Extension of a Modular Particle-Continuum Method for Nonequilibrium, Hypersonic Flows.

Abstract

As a hypersonic vehicle travels through the atmosphere, it crosses many flow regimes, from rarefied to continuum. Even in mostly continuum flow, there may be local flow features, such as shocks, boundary layers, or wakes, that display collisional nonequilibrium effects. In these regions, the molecular nature of the gas must be taken into account to accurately simulate the flow. While numerically efficient, application of continuum methods to simulate the entire flow field introduces physical inaccuracies throughout the simulation domain. Conversely, while physically accurate, simulation of the entire flow field with a kinetic method, such as the direct simulation Monte Carlo (DSMC), is computationally expensive. Instead, a hybrid method may be used that uses the DSMC method only in regions that exhibit rarefied effects, while employing the continuum description to simulate the rest of the flow field.
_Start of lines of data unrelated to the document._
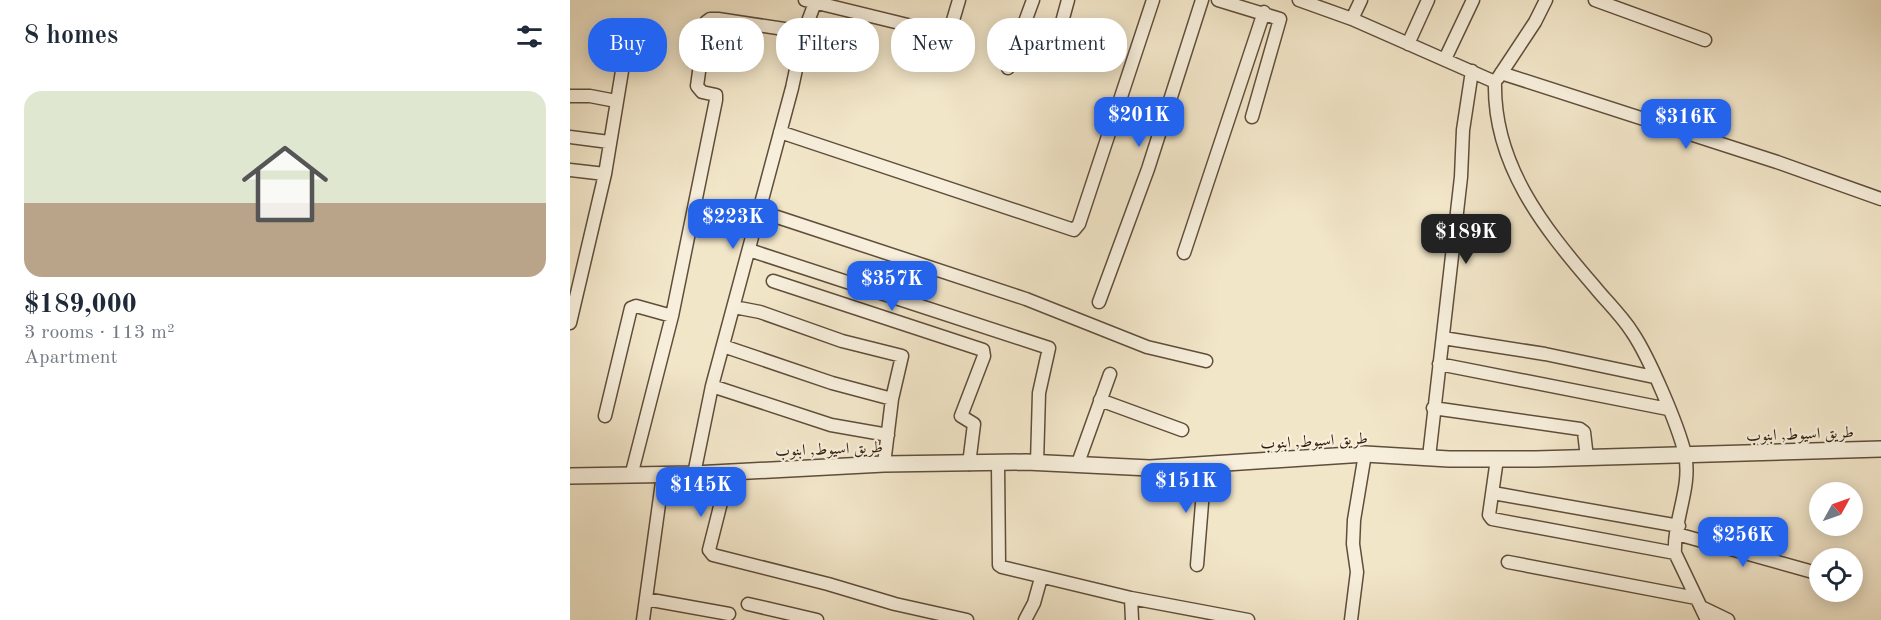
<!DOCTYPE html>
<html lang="en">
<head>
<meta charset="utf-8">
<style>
  :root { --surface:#fff; --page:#f6f6f7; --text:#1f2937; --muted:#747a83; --line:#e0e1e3; --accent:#2563eb }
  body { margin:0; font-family:"Old Standard TT",Amiri,serif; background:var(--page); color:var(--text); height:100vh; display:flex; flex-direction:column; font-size:22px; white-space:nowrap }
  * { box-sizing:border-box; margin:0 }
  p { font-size:20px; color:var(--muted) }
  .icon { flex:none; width:33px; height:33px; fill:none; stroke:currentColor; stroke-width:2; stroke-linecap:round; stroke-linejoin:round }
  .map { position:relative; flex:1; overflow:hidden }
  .sheet { display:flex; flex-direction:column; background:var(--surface); width:570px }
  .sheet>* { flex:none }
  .banner { position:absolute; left:18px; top:18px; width:570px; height:54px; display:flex; gap:12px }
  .needle { width:39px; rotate:50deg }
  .tools { position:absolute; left:1239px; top:482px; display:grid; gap:12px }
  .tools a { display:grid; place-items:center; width:54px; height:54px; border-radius:50%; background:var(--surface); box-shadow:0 3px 15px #0003; font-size:30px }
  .price { position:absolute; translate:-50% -51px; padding:0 14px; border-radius:12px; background:var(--accent); color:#fff; font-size:20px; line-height:39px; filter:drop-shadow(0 2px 3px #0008) }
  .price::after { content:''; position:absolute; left:50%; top:36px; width:18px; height:14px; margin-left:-9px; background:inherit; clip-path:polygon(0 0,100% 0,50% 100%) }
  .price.selected { background:#222; color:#fff }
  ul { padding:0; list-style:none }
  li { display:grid; align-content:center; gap:12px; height:318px; padding:0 24px }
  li+li { border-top:2px solid var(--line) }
  li span { display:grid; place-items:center; height:186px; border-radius:18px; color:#555 }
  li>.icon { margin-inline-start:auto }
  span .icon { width:108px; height:108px; fill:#fffc; stroke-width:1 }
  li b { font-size:26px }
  h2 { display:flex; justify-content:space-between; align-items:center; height:72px; padding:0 24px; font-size:26px }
  .pill { padding:0 21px; border-radius:24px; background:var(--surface); box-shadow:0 3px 15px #0003; font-size:21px; line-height:54px }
  .pill.selected { background:var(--accent); color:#fff }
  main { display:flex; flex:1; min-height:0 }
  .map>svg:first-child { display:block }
</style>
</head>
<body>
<main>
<section class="sheet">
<h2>8 homes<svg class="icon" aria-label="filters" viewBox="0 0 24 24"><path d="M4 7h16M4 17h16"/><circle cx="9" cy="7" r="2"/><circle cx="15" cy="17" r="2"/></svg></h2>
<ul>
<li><span style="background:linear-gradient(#dfe7d0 60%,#b9a48a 0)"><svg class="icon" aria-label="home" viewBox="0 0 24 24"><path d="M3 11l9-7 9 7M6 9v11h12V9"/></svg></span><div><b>$189,000</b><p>3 rooms · 113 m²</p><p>Apartment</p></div></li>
</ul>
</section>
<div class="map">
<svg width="1311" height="620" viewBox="0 0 1311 620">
  <rect width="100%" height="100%" fill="#f2e6c9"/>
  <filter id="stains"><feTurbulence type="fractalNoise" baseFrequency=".00333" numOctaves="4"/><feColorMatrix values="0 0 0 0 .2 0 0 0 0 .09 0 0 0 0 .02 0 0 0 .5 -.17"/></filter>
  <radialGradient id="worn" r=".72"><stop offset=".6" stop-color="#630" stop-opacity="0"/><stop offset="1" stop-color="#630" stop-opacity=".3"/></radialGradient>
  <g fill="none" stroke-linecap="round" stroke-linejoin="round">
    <defs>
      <path id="minor" d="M235,0l115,28
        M648,0l62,19 -28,98
        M729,0l53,19 143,63c-2,82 48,145 99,204 12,15 27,29 38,46 17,25 46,93 53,122 7,34 -12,66 -10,99l32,67
        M1025,0l110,40
        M782,19l9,-19
        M838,44l20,-44
        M484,51l14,-51
        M373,54l16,-54
        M875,59l28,-59
        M438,68l25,-68
        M931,73l276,89 104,37
        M928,78l37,-56 11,-22
        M0,96h20l26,5
        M210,132l294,98 5,-6 74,-224
        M0,137l39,5
        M0,170l35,4
        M189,211l267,88 121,48 59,14
        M179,250l300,98 -10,45 -2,70
        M614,253l80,-241
        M203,281l210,69 1,6 -23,60 13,8 -5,40
        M529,302l49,-133 54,-169
        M164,307l26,5 82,29 60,15 -10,43
        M0,323l35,-149 20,-121
        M873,338l102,16 109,23
        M153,346l109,37 60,16 -8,65
        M869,364l229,45
        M142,386l119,39 57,10
        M530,400l82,30
        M863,408l147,21 4,3 3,26
        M35,416l26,-108 5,-2 36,10
        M859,457l32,-280 2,-47 9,-59
        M927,459l-8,56 3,4 183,34
        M508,463l32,-89
        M428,464l1,101 3,2 129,31 117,22
        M159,471l-20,79 4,5 115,29 67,20 72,16
        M124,474l18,-88 80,-298 12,-56 12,-32
        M61,476l41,-160 44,-216v-5l-14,-3 -5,-6 9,-64 4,-3h8l86,13
        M923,493l186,33
        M1107,534l143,40
        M938,562l188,36
        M627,565l8,-99
        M561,598l1,22
        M76,599l83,15
        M178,604l69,16
        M1131,607l27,13
        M73,620l20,-145
        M455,620l9,-17 7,-25
        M781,620l6,-48 -4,-28 1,-24 11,-66"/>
      <path id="tertiary" d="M0,476l124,-2 190,-10 142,-2 124,6 215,-14 84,5h87l345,-10"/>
    </defs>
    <!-- minor casing -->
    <use href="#minor" stroke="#5f4e3b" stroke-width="15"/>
    <!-- tertiary casing -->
    <use href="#tertiary" stroke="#5f4e3b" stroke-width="18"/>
    <!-- minor -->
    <use href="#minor" stroke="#f7efdc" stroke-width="12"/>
    <!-- tertiary -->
    <use href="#tertiary" stroke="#f7efdc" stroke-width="15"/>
  </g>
  <g text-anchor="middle" stroke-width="4.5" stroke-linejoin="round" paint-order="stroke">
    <!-- street labels -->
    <g font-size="16" fill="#2e1b0c" stroke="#f7efdc">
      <text transform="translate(1230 433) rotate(-2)" y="6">طريق اسيوط, ابنوب</text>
      <text transform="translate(744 440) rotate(-3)" y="6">طريق اسيوط, ابنوب</text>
      <text transform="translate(259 448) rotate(-2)" y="6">طريق اسيوط, ابنوب</text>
    </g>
  </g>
  <rect width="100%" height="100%" filter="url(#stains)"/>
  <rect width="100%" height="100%" fill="url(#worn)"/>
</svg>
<div class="tools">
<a><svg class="needle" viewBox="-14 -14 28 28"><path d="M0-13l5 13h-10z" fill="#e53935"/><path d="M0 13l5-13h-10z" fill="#747a83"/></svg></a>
<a><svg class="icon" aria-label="locate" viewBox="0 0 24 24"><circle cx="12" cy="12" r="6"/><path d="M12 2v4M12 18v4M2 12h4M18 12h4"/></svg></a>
</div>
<b class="price" style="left:569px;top:148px">$201K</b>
<b class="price" style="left:1116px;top:150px">$316K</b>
<b class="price" style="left:163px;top:250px">$223K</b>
<b class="price selected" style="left:896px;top:265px">$189K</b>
<b class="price" style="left:322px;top:312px">$357K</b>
<b class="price" style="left:616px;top:514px">$151K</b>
<b class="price" style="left:131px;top:518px">$145K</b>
<b class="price" style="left:1173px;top:568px">$256K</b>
<div class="banner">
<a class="pill selected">Buy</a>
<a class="pill">Rent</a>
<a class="pill">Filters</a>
<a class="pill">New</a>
<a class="pill">Apartment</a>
</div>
</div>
</main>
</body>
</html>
This dissertation extends a modular particle-continuum (MPC), hybrid method to include consistent physical models for internal energy relaxation in both flow modules. The MPC method uses a breakdown parameter to determine the interface location between flow modules, while state-based coupling procedures are used to transfer information between each module. The capabilities of the MPC method are expanded by parallelizing the method for distributed memory systems in order to decrease processor memory and wall clock time requirements. Comparison with full DSMC simulations are performed to verify each extension of the MPC method and compare computational requirements over full DSMC. The MPC method is tested for hypersonic flow of nitrogen over various blunt body configurations and Knudsen numbers and is shown to reproduce full DSMC results with a high degree of accuracy for macroscopic flow quantities, surface properties, velocity, and energy probability density functions. Careful consideration of the changes to the evaluation of the breakdown parameter and coupling procedures due to the inclusion of internal energy relaxation models is described. Dynamic domain decomposition routines that take into account the inhomogeneous nature of the MPC method are developed and tested. The computational speedup achieved by the MPC method over full DSMC ranges from 1:67 to over 28 and varies with the reduction in number of simulation particles.